*Problem details:* Copy every line of the data that includes the string "image".

Recorded information Block Start

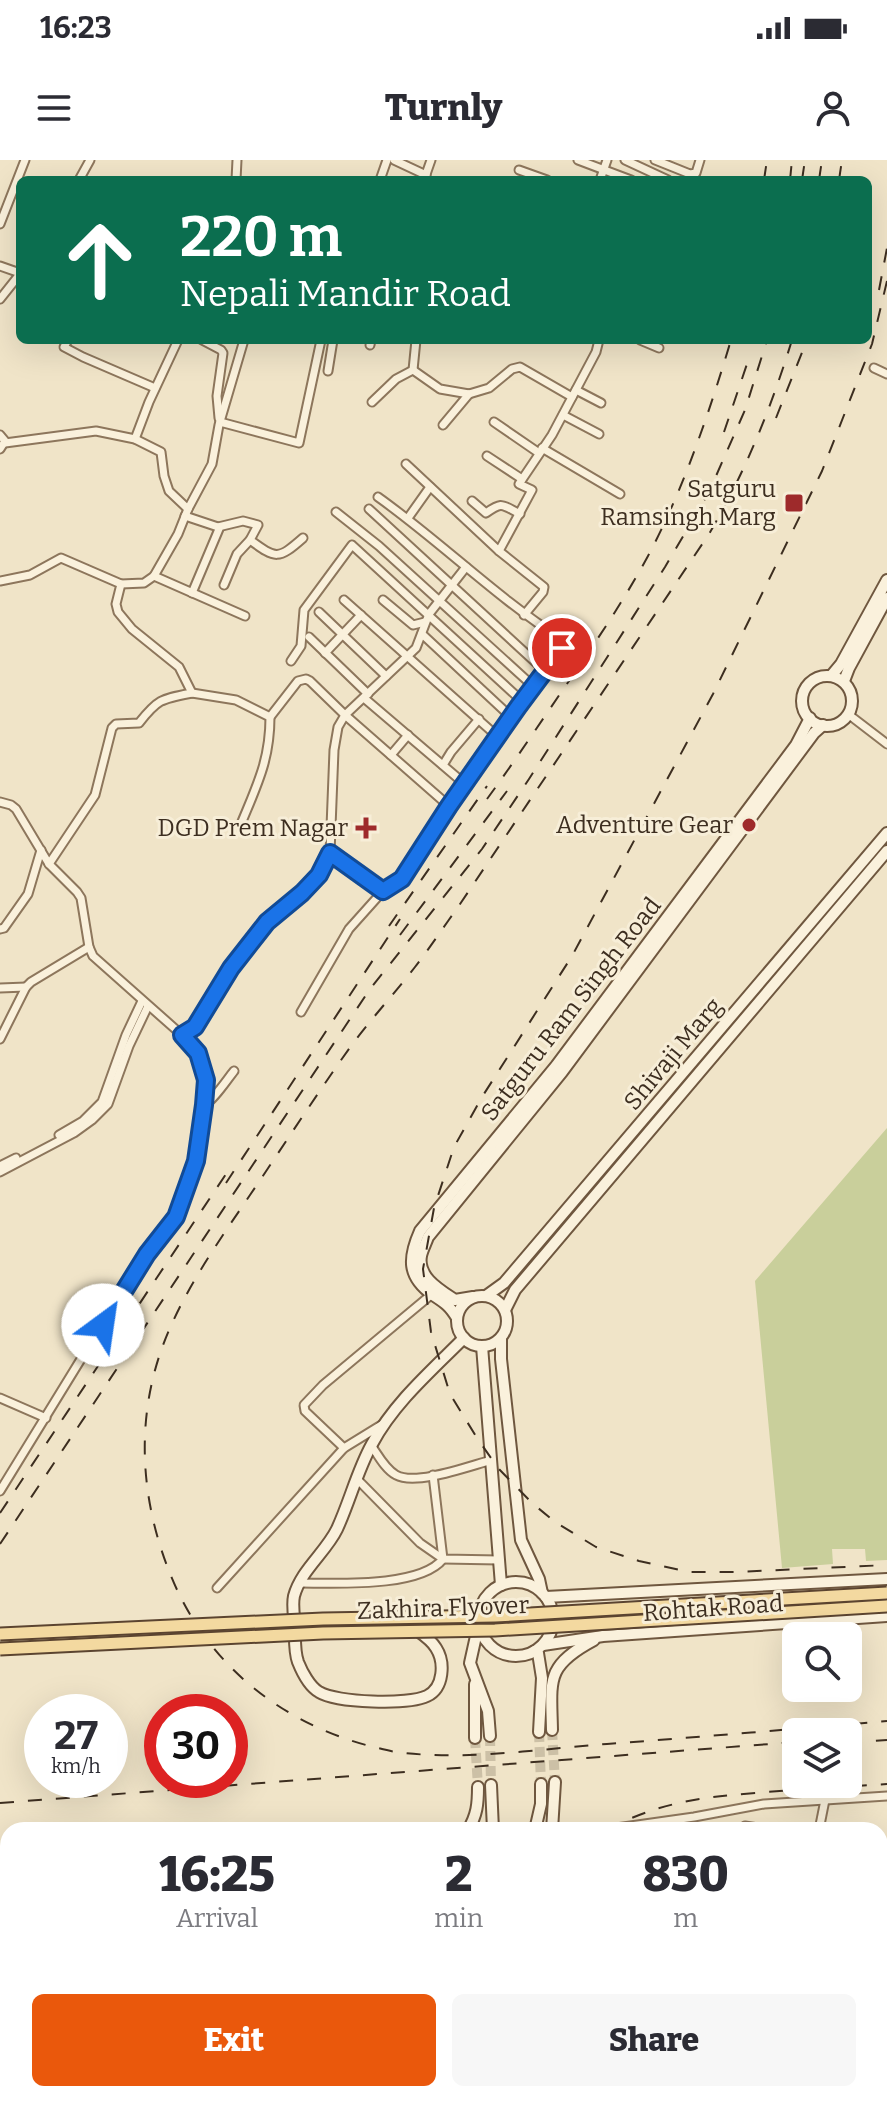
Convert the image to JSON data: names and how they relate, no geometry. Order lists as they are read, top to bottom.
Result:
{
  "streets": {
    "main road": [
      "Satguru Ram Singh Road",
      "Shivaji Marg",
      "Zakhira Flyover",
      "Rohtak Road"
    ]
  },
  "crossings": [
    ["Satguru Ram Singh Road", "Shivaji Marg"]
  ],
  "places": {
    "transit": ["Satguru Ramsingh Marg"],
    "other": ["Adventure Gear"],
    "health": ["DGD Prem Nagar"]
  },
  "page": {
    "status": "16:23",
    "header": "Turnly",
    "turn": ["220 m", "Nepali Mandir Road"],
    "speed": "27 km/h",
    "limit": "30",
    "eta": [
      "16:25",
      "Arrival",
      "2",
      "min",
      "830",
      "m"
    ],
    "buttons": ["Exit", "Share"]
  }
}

Recorded information Block End
Recorded information Block Start

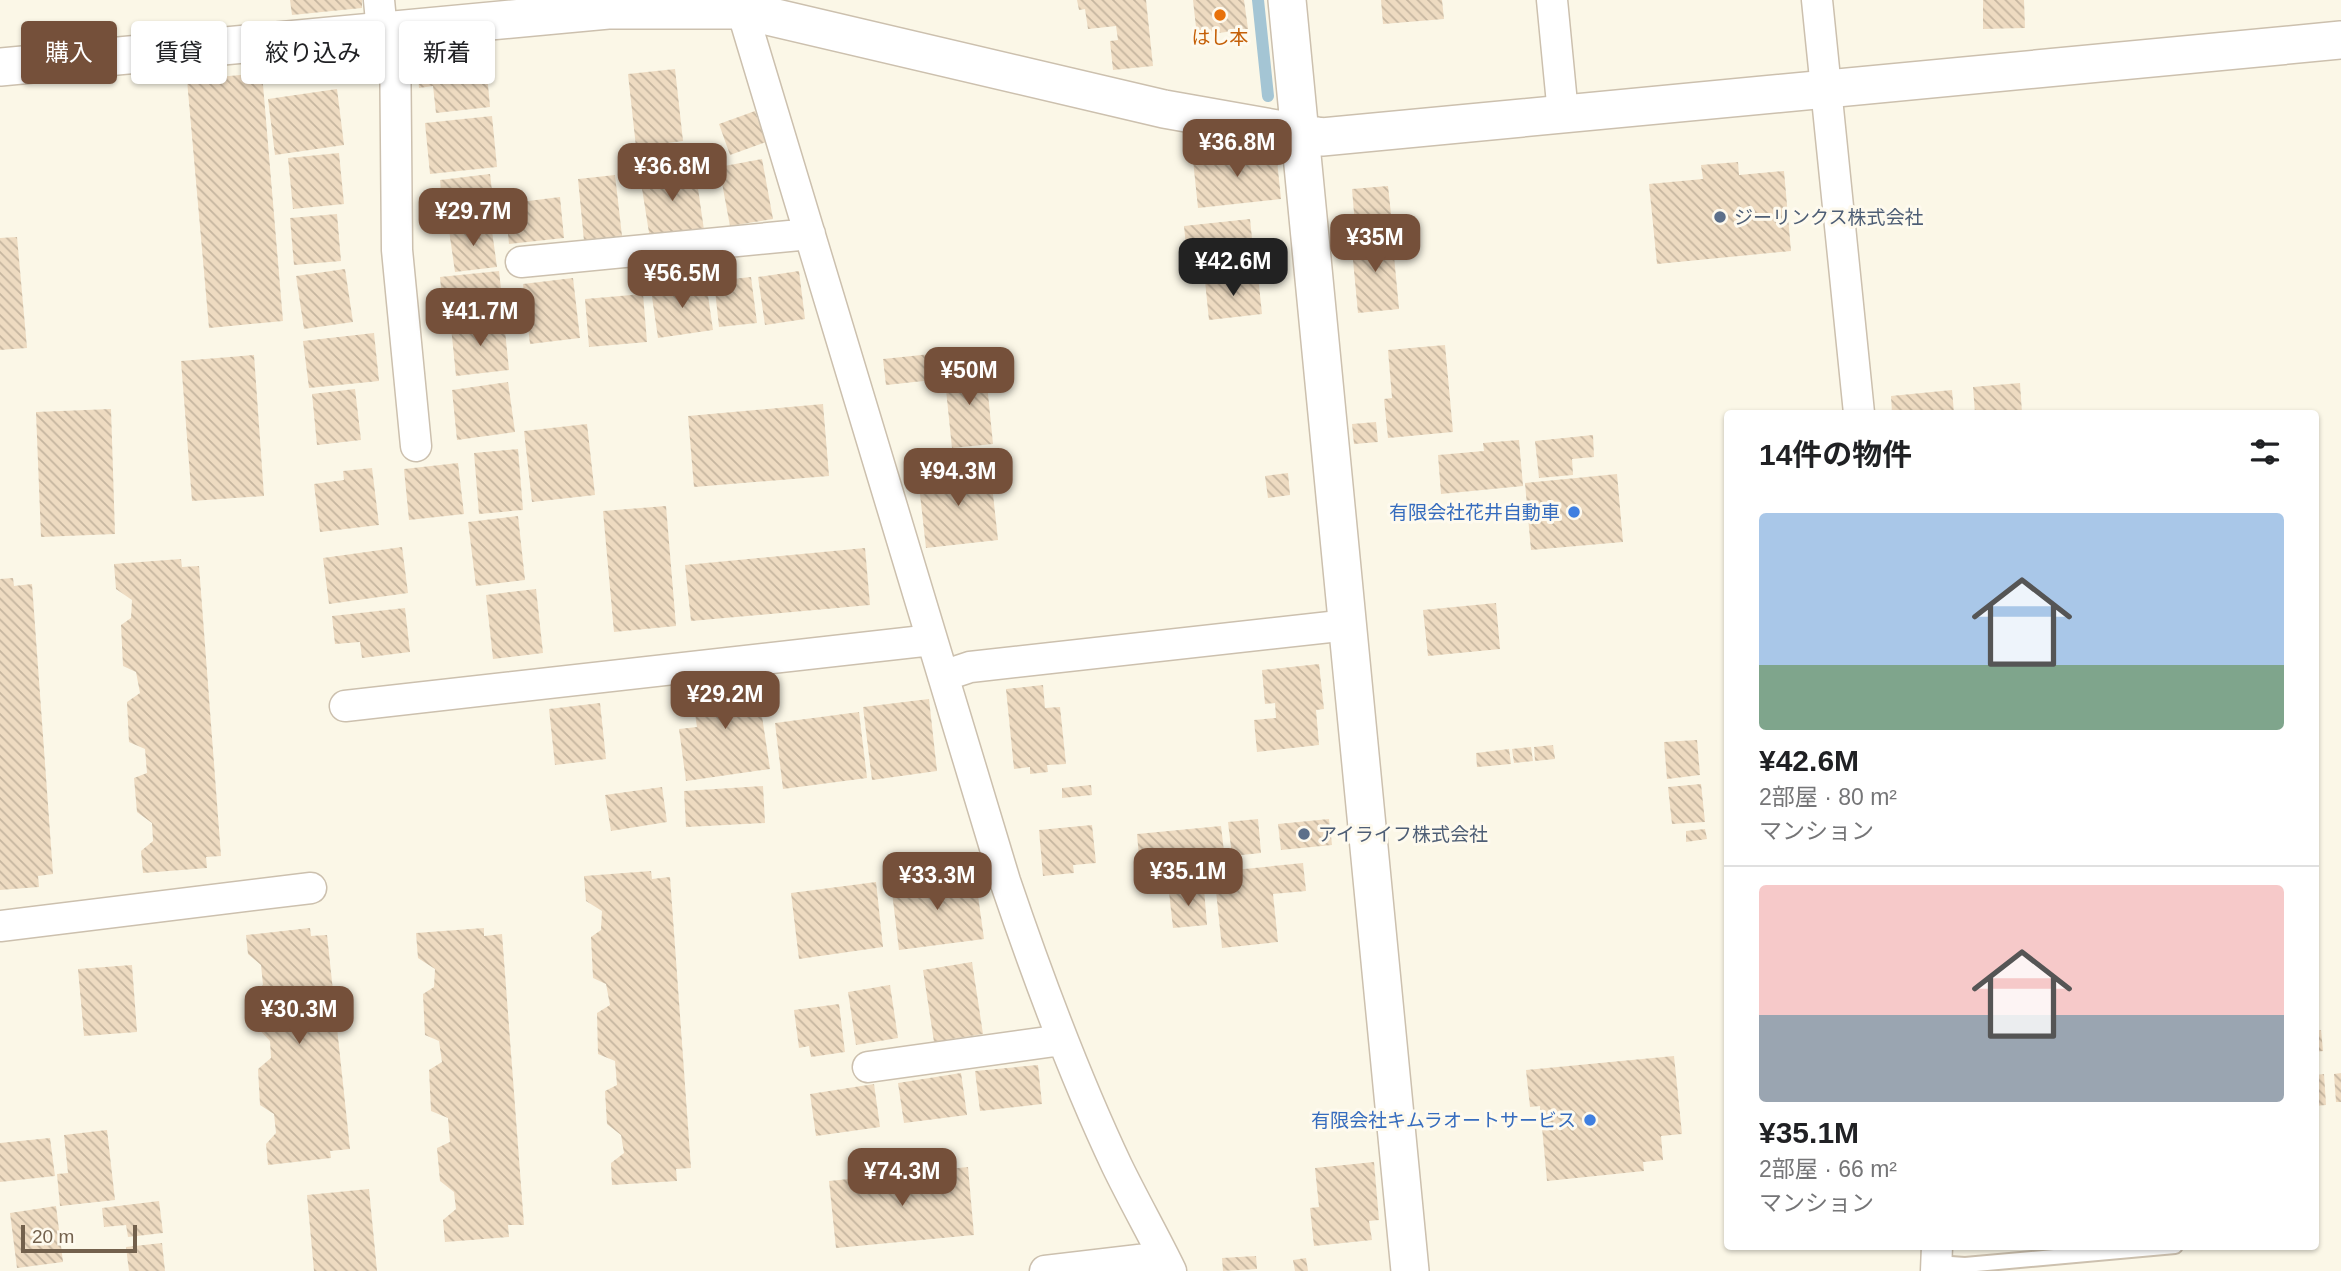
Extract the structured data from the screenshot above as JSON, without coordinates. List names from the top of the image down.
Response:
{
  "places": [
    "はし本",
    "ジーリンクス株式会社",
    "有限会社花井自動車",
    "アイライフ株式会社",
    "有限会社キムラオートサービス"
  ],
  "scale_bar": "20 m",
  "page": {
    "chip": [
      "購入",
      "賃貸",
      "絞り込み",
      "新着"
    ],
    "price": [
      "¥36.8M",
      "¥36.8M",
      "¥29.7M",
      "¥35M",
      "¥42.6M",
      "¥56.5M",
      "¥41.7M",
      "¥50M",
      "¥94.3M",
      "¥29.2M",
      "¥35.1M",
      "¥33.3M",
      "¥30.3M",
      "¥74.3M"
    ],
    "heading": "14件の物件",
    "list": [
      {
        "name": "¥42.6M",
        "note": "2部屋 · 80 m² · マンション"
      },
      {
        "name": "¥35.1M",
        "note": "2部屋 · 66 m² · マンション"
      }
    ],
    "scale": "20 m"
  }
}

Recorded information Block End

*Exercise answer:*
Convert the image to JSON data: names and how they relate, no geometry. Order lists as they are read, top to bottom.
Extract the structured data from the screenshot above as JSON, without coordinates. List names from the top of the image down.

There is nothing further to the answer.